Deprivation leads to the emotional voyeurism that ensures “Lucid Dreams” becomes the second most streamed hip-hop song on Spotify. Or, more simply, everything we consume is really a cry for help—some are just louder than others. As a response to the hustle mentality that plagues millennial culture, we are all clamoring to feel something in those same shadows Juice WRLD warbles about for four minutes.
While we have one ear to angst and another to the flighty teenage sentiments of Jorja Smith, there’s a fresh dissonance that rises up and eats at us, making this musical experience somewhat cyclical and self-informing. The moral here is to give ourselves space, to be gentle with ourselves and belt these lyrics without worry, and escape this constant state of emotional denial. If you want to feel angsty, feel it fully and in earnest. You’re never too anything to scream until the tension settles. Catharsis is not age-gated, no matter how on-trend it appears to be unfeeling.
With the word "angst" comes the conception that the music itself is unrefined, but neither Juice WRLD or Jorja Smith are weak artists.
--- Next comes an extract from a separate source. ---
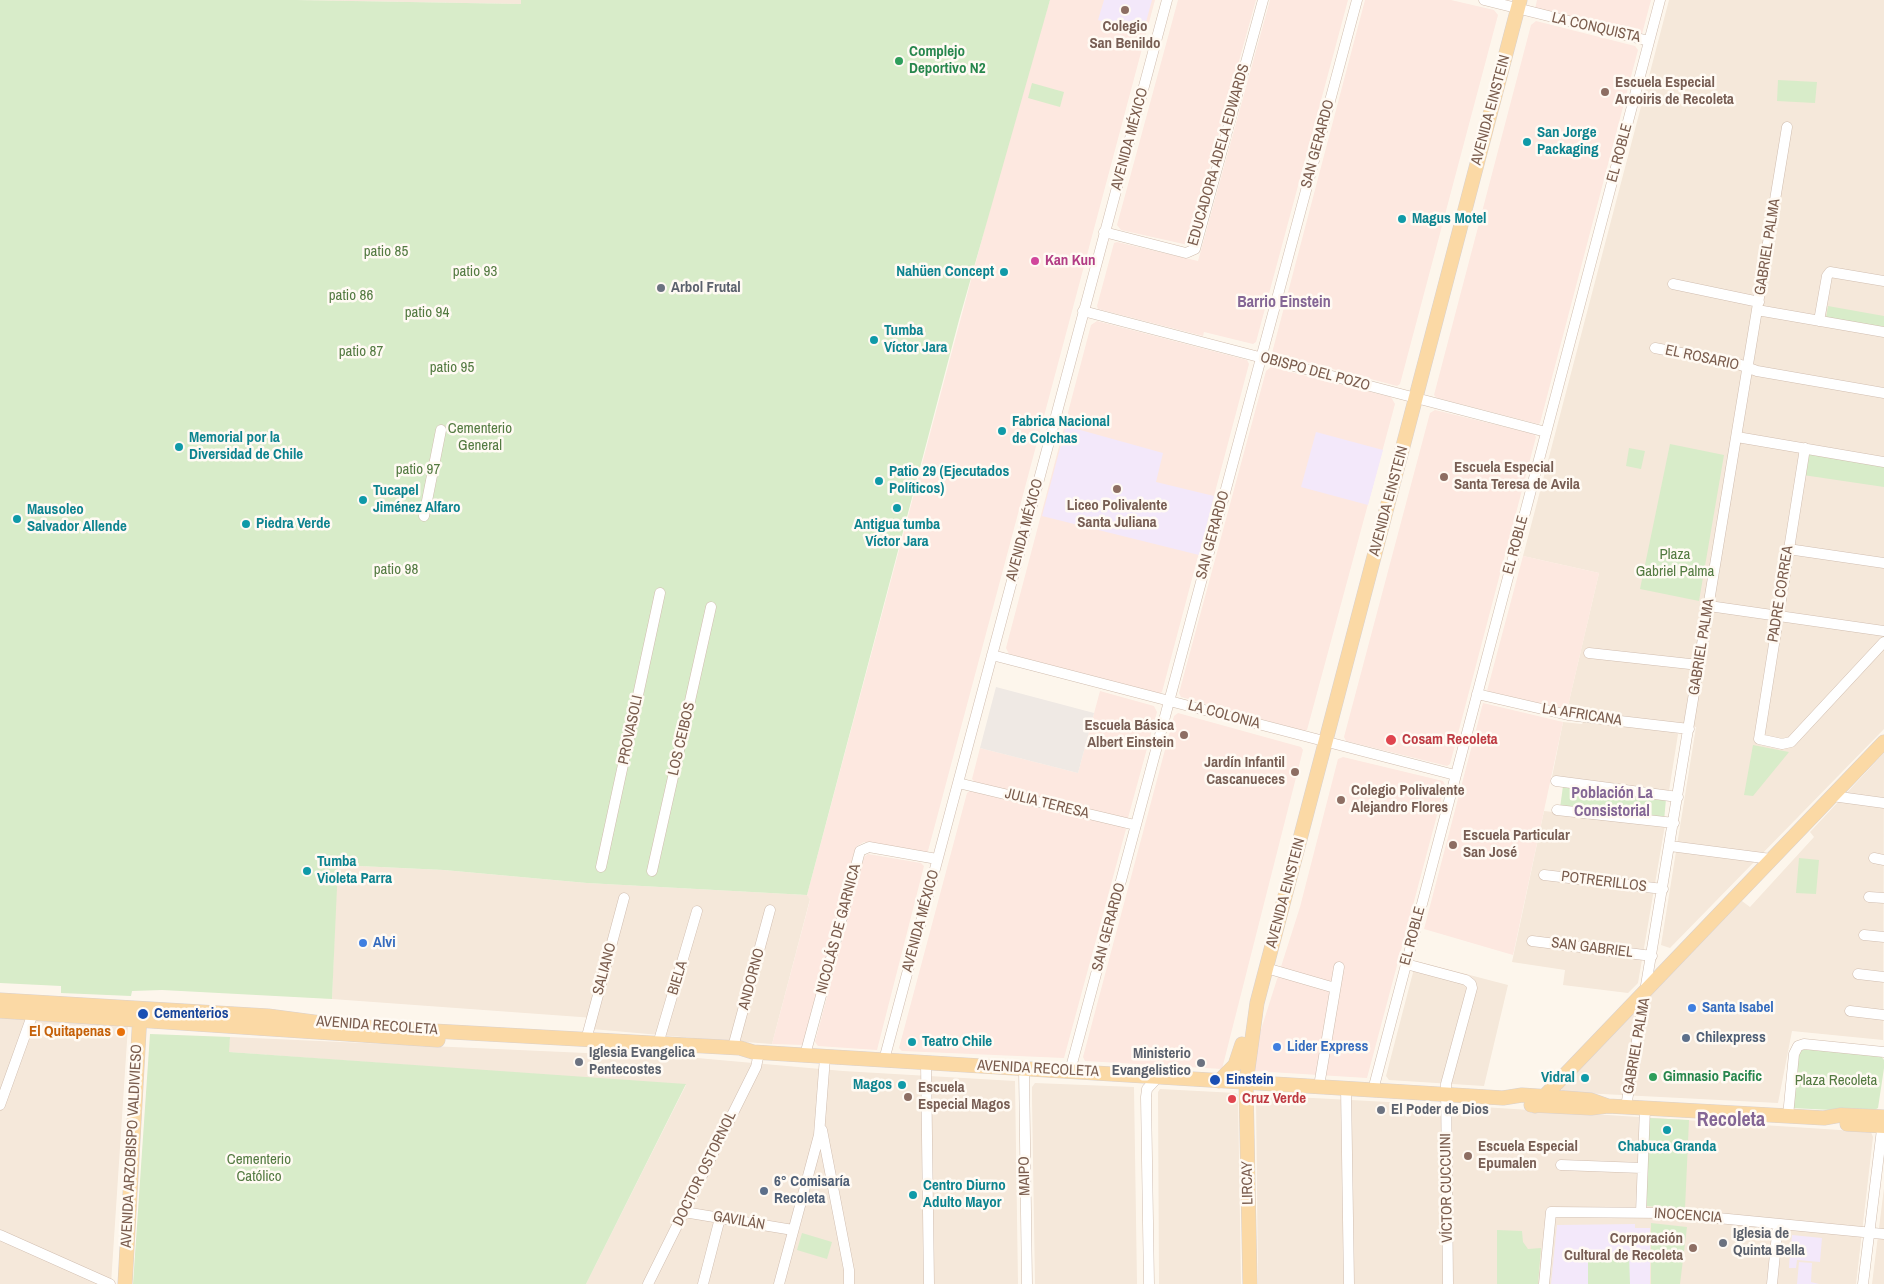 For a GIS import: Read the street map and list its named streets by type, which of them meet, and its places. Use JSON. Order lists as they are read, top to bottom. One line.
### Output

If anything, they’re stronger than the masses who malign their work but are too scared to be vulnerable on their own. Their music—in particular, Interscope signee WRLD—occupies a necessary space when young Black men are forced to grow up immediately, where the death of Black boyhood is rampant both metaphorically and tangibly. Their music is necessary when every day it becomes all the more apparent that every person at every level is engaged in a daily battle with themselves.
With that, these songs are invaluable in their messaging: go ahead and feel shitty and revel in your angst, it will never make you less than.